Does hardware consolidate multiple code operations into one physical CPU operation?

Question

I've read a 2006 article about how the CPUs do operations on whole l1 cache lines even in situations when you only need to do something with a small fraction of what the l1 line contains(e.g. loading a whole l1 line to write to a Boolean variable is obviously overkill). The article encouraged optimization through managing the memory in a l1 cache friendly way.

Let's say I have two int variables that just happen to be consecutive in memory, and in my code I write to both of them consecutively.

Does the hardware consolidate my two code operations into one physical operation on a single l1 line(granted the CPU has a l1 cache line big enough to hold both variables), or not?

Is there some way to suggest such a thing to the CPU in C++ or C?

If the hardware doesn't do consolidation in any way, then do you think that it can yield better performance if such a thing is implemented in code? Allocating a memory block that is the size of the l1 line and populating it with as many hot-data variables as possible?

Can you post a link or the name of the article you read? Also, when you say CPU, is it a RISC or CISC or regardless of the architecture? — SSC, Oct 09 '14 at 07:05
http://www.farbrausch.de/~fg/seminars/lightspeed.html This is the page where you can see the various materials on the presentation. And when I say CPU I am talking about a generic x86. — BMC, Oct 09 '14 at 07:08
You might be interested in [*Ulrich Drepper's "What every programmer should know about memory"*](http://lwn.net/Articles/255364/), which illustrates write-combining builtins available on Linux and describes a lot of related CPU architecture and issues. — Tony Delroy, Oct 09 '14 at 07:58
I think you might have misinterpreted what the article says. The CPU won't *load* into any register a full cache line, it will read/dump to the next cache/memory by cache lines, but not between L1 and the CPU. — David Rodríguez - dribeas, Oct 09 '14 at 08:57

score 5 · Accepted Answer · answered Oct 09 '14 at 07:43

The size of the cache line is primarily relevant for concurrency. It is the smallest block of data that can be synchronized between multiple processors.

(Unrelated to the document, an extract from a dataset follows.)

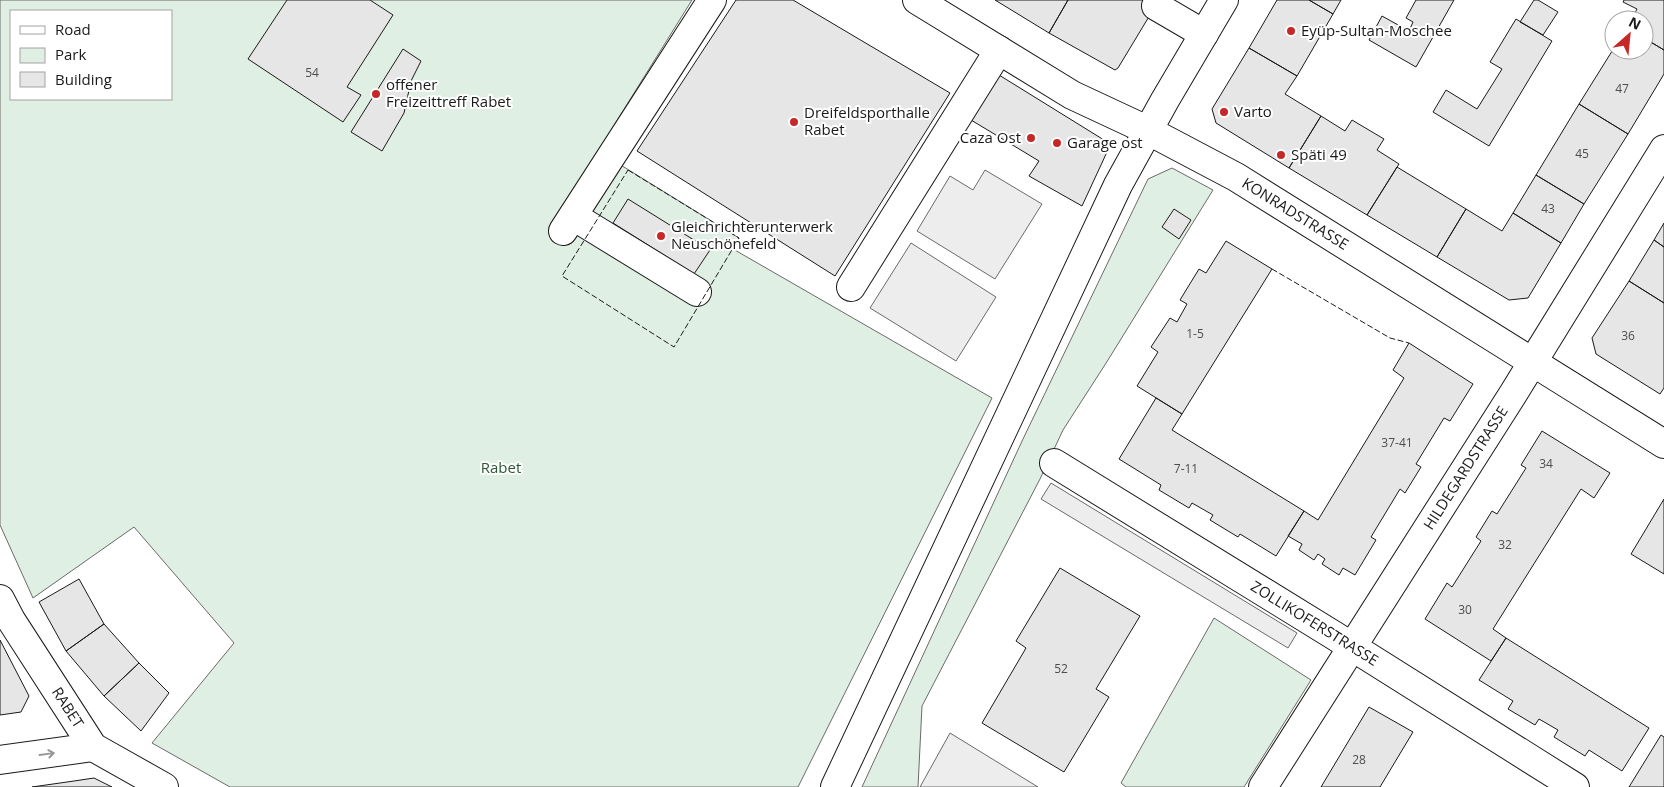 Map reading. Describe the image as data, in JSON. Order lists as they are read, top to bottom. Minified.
{"streets":{"street":["KONRADSTRASSE","HILDEGARDSTRASSE","ZOLLIKOFERSTRASSE","RABET"]},"crossings":[["KONRADSTRASSE","HILDEGARDSTRASSE"],["HILDEGARDSTRASSE","ZOLLIKOFERSTRASSE"]],"parks":["Rabet"],"places":["Eyüp-Sultan-Moschee","offener Freizeittreff Rabet","Varto","Dreifeldsporthalle Rabet","Caza Ost","Garage ost","Späti 49","Gleichrichterunterwerk Neuschönefeld"],"house_numbers":["54","47","45","43","1-5","36","37-41","34","7-11","32","30","52","28"],"legend":["Road","Park","Building"],"north":"top right"}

It is also as you suggest, necessary to load the whole cache line to do an operation on just a few bytes of it. If you do multuiple operations on the same processor though it won't need to continually reload it. It is actually cached, as the name suggests. This includes caching the writes to the data. So long as only one processor is accessing the data you can usually rest assured that it is doing it efficiently.

In cases where multiple processors access the data it may be helpful to align data. Using the C++ alignas attribute, or compiler extensions, can help you get data structures that are aligned in the way you want.

You may be interested in my article CPU Reordering – What is actually being reordered? which gives a few insights to what happens (at least logically) at the low level.

score 3 · Answer 2 · answered Oct 09 '14 at 07:39

It is quite a broad question, but I will try to cover the main points.

Yes, reading data into the cache ONLY look at a single bool is a bit wasteful - however, the processor typically don't KNOW what you are planning to do after that, if you for example need the next consecutive value or not. You can rely on data being in the same class or struct to be located next/near to each other, so using that to store data that you often operate on together close to each other will give you that benefit.

As for operating on "more than one piece of data at once", most modern processors have various forms of extensions to do the same operation on multiple data items (SIMD - same instruction, multiple data). This started with MMX in the late 1990's, and has been extended to include 3DNow!, SSE and AVX for x86. In ARM there is the "Neon" extension, which also provides similar functionality. PowerPC also have something similar whose name escapes me at the moment.

There is no way for a C or C++ program to immediately control the choice of instruction, or cache-usage. But modern compilers, given the right options, will produce code that for example use SIMD instructions to sum all int in a larger array, by adding 4 items at a time, and then, when the whole lot has been done, horizontally add the 4 values. Or if you have a set of X, Y, Z coordinates, it may well use SIMD to add two sets of such data together. It is the choice of the compiler to do this, but it is something that can save quite a bit of time, so the optimisers in the compiler is being modified to find cases where this helps, and use these types of instructions.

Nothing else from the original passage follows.